Such a funding structure here isn't all that different: the funding agreement gives OpenAI the right to call on their backers to make certain cash deposits, contingent upon milestones being met. Deep down inside, "money in the bank" doesn't actually exist, it's just mutual agreements backed by force of law.
The first rule of tautology club is...
The milestones aren’t a hard-stop that forbids the previous funding round participants from providing the money if they still choose. It’s just an out.
You're also ignoring that the market changes frequently. If you only raised as much money as you needed for the next 4-6 months with plans to re-raise all the time, you'd have to constantly be sizing your growth plans up or down based on how the market felt about startup investing that month.
Imagine the company having to either do speed hiring or large layoffs every few months to adjust to the size of the fundraising round they were able to get this time around.
Nothing about what you're suggesting would be easier, or easy at all
Funding Round A: VC “A” invests 200M (100M immediately and another 100M if sales grow 10% or whatever)
At 6 months the company will either get the other 100M automatically (meaning they grew sales 10%) or they don’t (meaning they grew less than 10%).
Assuming it’s the later they can then do another round during which they try to get the other 100M. In all likelihood VC “A” won’t be interested (or interested at a lesser amount). They could go ask VC “B” for an investment but it will likely be less than 100M as well because they didn’t grow as much as “the market” anticipated.
Nothing complicated at all.
I’ll give you $1 dollar for your banana today and another dollar in a week when it has ripened. If it’s rotten when I come to get my banana I won’t give you the other dollar. You have your original $1 and you can still try to sell your rotten banana to another HN reader but you probably won’t get another dollar this time.If instead you have a ripe banana I’m sure you could easily find a buyer.
This is a common structure for large investments.
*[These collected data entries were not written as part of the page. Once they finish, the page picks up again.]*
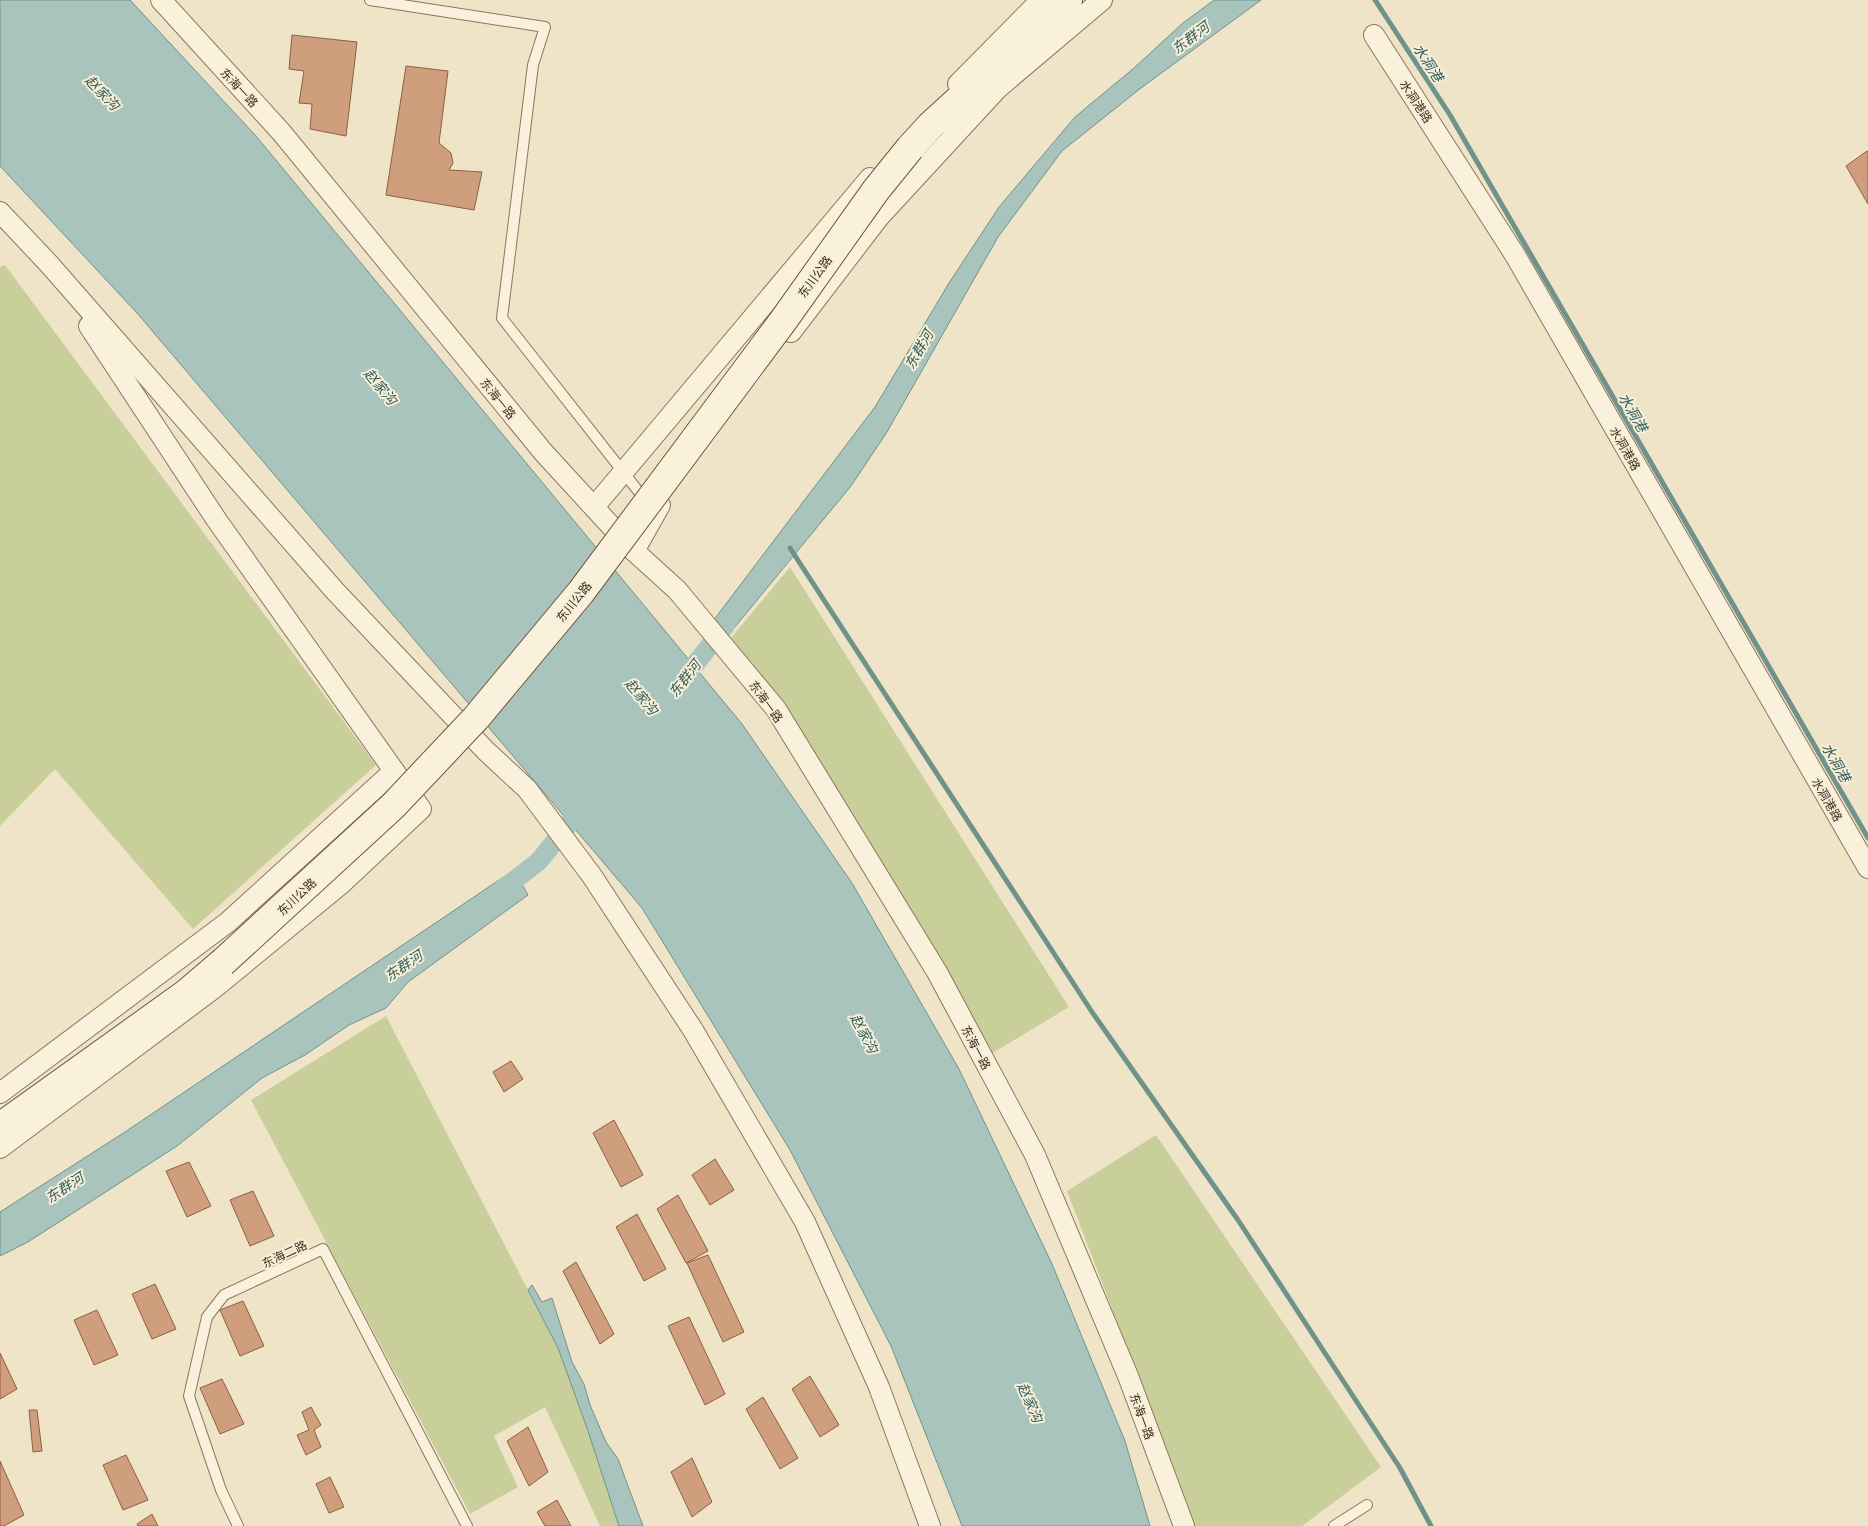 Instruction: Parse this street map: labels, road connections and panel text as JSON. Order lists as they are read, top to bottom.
{
  "streets": {
    "street": ["东海一路", "水洞港路", "东川公路"],
    "lane": ["东海二路"]
  },
  "water": ["东群河", "水洞港", "赵家沟"]
}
It would be really inefficient for all of these investors and companies to have to have the money sitting in cash to do a deal and then transfer it into the company's bank where it sits and earns interest for years until they can deploy it.
Even VC firms who raise funds work this way. The capital is "committed" but investors don't wire all of the money over right away so it can sit in the VC firm's bank accounts, waiting. The VCs do what's called a "capital call" through which they're legally bound to provide the money they committed when requested, under the terms of the deal.
That effect kicks in well before the money actually does.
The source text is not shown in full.